A verbatim reproduction of the lines below, from the line containing "M21 204 165 387 130 415 0 250V220Z" through the line containing "M232 492 325 574 309 591 217 510Z", both ends included, is the whole required output.

-------- Records for this task

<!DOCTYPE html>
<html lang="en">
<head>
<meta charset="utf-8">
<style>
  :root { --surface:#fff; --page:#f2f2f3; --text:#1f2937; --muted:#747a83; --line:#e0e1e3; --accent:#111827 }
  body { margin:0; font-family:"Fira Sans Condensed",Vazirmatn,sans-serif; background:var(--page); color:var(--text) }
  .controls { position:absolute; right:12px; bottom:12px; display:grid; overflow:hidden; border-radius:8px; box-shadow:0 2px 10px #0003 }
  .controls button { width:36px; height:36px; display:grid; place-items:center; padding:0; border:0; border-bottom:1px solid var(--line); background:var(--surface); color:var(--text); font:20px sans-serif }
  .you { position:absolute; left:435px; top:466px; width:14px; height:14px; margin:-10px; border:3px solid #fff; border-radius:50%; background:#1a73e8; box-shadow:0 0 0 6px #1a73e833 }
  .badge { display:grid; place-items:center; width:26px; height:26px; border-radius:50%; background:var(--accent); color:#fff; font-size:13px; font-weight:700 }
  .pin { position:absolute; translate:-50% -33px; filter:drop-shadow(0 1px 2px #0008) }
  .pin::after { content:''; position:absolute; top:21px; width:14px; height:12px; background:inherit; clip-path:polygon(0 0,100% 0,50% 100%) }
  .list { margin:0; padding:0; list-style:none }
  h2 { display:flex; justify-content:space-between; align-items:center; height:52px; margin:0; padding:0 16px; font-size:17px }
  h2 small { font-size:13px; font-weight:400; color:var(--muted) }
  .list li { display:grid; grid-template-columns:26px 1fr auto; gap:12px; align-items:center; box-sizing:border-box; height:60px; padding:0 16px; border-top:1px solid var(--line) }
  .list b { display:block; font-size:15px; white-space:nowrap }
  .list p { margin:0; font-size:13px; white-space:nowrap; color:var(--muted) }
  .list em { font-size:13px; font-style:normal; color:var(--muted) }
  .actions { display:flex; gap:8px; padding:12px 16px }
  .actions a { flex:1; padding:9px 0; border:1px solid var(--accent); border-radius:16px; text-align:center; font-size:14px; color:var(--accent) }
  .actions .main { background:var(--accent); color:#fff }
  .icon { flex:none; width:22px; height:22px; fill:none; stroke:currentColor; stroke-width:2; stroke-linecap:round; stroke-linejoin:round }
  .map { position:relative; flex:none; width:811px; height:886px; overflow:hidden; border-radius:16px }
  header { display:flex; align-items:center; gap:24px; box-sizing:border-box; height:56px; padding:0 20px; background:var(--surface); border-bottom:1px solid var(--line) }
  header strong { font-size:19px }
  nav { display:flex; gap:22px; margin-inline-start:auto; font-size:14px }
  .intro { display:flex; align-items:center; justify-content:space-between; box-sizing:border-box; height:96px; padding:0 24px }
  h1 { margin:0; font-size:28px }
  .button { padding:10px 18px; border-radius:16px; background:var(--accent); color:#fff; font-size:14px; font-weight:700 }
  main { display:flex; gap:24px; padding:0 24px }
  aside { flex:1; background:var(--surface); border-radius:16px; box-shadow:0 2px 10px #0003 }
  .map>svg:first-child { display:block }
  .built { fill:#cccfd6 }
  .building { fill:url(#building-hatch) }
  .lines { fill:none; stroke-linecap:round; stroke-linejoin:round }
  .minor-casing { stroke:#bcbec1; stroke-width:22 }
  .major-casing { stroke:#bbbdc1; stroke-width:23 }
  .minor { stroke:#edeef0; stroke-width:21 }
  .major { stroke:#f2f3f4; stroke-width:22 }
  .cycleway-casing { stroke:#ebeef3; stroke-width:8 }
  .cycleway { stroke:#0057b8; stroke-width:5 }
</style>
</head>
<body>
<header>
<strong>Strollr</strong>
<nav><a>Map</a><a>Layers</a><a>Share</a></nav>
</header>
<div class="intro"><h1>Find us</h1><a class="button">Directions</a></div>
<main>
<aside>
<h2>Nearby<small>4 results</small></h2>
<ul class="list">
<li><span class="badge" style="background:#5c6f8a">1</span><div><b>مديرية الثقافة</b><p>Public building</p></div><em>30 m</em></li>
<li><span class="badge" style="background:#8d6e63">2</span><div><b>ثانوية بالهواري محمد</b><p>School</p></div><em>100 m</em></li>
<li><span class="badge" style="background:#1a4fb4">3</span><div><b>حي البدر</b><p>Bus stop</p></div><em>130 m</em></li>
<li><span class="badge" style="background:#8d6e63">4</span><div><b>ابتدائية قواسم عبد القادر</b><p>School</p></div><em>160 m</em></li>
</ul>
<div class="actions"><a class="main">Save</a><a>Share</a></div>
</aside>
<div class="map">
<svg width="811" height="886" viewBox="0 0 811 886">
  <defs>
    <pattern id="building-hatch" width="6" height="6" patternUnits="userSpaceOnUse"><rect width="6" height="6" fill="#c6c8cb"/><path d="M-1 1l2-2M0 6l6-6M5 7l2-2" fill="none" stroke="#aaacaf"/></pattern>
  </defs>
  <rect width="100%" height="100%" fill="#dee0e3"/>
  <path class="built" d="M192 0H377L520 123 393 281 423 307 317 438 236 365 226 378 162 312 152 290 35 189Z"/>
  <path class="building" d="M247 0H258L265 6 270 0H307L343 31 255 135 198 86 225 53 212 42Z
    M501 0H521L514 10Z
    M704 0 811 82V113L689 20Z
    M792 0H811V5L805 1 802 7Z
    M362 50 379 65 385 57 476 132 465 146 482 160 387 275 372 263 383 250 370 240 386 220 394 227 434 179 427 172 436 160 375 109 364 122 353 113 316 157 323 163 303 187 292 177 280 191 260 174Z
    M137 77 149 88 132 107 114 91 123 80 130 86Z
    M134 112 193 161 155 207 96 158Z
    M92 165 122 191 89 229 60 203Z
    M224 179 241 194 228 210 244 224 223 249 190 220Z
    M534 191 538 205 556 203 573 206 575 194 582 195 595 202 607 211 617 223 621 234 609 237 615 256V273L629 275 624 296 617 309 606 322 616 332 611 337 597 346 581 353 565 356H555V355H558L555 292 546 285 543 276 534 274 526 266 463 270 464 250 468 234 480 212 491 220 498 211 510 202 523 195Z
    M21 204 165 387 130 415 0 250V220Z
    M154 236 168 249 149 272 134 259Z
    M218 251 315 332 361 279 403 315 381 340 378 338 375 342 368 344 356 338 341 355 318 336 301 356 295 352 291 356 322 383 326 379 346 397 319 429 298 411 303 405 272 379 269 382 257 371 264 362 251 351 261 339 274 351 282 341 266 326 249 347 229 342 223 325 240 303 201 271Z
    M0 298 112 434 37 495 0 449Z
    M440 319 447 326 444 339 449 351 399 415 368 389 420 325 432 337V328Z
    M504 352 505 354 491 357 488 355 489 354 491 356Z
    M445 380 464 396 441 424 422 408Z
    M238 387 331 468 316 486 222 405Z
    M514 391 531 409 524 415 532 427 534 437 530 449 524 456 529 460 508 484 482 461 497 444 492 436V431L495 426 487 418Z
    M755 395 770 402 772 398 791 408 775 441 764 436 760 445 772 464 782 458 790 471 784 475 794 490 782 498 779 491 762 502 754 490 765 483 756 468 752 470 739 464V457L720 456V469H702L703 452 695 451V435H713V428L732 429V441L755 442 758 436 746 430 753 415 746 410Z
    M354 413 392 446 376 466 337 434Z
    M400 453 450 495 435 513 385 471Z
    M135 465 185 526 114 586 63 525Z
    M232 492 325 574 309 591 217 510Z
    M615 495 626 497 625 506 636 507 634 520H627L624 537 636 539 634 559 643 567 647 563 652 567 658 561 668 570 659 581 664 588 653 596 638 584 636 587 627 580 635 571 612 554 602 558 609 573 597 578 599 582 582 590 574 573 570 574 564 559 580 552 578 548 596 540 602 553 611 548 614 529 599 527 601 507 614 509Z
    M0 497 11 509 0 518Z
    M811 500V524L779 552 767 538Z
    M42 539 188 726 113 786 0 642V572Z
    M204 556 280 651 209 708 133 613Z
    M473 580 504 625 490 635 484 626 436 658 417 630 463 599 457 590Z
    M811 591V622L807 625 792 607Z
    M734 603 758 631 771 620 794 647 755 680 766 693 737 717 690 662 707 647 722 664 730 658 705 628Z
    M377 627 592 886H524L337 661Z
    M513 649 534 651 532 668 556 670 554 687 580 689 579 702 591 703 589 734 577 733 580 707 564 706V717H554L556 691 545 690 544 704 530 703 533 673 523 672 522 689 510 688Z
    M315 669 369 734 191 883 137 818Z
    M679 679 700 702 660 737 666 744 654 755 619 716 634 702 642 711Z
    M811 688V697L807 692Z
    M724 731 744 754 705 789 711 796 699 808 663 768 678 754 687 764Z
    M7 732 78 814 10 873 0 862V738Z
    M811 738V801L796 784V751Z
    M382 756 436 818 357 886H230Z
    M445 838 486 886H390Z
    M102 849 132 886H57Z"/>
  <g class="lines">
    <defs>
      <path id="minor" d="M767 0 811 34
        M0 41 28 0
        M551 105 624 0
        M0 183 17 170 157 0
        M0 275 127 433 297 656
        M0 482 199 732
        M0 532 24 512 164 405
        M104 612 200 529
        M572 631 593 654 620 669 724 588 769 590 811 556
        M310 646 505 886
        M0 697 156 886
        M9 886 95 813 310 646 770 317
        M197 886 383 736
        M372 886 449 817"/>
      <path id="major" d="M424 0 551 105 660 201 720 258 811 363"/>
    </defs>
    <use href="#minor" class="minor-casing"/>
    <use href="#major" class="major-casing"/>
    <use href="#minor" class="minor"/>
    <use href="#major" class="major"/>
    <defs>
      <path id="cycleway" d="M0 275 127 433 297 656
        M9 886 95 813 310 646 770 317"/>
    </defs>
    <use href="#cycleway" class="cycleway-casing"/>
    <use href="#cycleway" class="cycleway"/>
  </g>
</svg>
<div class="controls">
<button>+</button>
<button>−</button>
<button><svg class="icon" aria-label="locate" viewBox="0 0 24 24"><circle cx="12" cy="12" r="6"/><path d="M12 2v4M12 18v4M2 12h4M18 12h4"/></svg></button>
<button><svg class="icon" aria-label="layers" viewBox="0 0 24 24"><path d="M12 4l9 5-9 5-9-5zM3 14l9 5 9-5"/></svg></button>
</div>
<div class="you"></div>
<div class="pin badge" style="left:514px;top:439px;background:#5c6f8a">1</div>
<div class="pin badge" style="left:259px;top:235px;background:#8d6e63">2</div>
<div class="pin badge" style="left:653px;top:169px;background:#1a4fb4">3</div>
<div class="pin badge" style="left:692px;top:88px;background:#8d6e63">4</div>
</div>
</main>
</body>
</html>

----------------

> **Output**
    M21 204 165 387 130 415 0 250V220Z
    M154 236 168 249 149 272 134 259Z
    M218 251 315 332 361 279 403 315 381 340 378 338 375 342 368 344 356 338 341 355 318 336 301 356 295 352 291 356 322 383 326 379 346 397 319 429 298 411 303 405 272 379 269 382 257 371 264 362 251 351 261 339 274 351 282 341 266 326 249 347 229 342 223 325 240 303 201 271Z
    M0 298 112 434 37 495 0 449Z
    M440 319 447 326 444 339 449 351 399 415 368 389 420 325 432 337V328Z
    M504 352 505 354 491 357 488 355 489 354 491 356Z
    M445 380 464 396 441 424 422 408Z
    M238 387 331 468 316 486 222 405Z
    M514 391 531 409 524 415 532 427 534 437 530 449 524 456 529 460 508 484 482 461 497 444 492 436V431L495 426 487 418Z
    M755 395 770 402 772 398 791 408 775 441 764 436 760 445 772 464 782 458 790 471 784 475 794 490 782 498 779 491 762 502 754 490 765 483 756 468 752 470 739 464V457L720 456V469H702L703 452 695 451V435H713V428L732 429V441L755 442 758 436 746 430 753 415 746 410Z
    M354 413 392 446 376 466 337 434Z
    M400 453 450 495 435 513 385 471Z
    M135 465 185 526 114 586 63 525Z
    M232 492 325 574 309 591 217 510Z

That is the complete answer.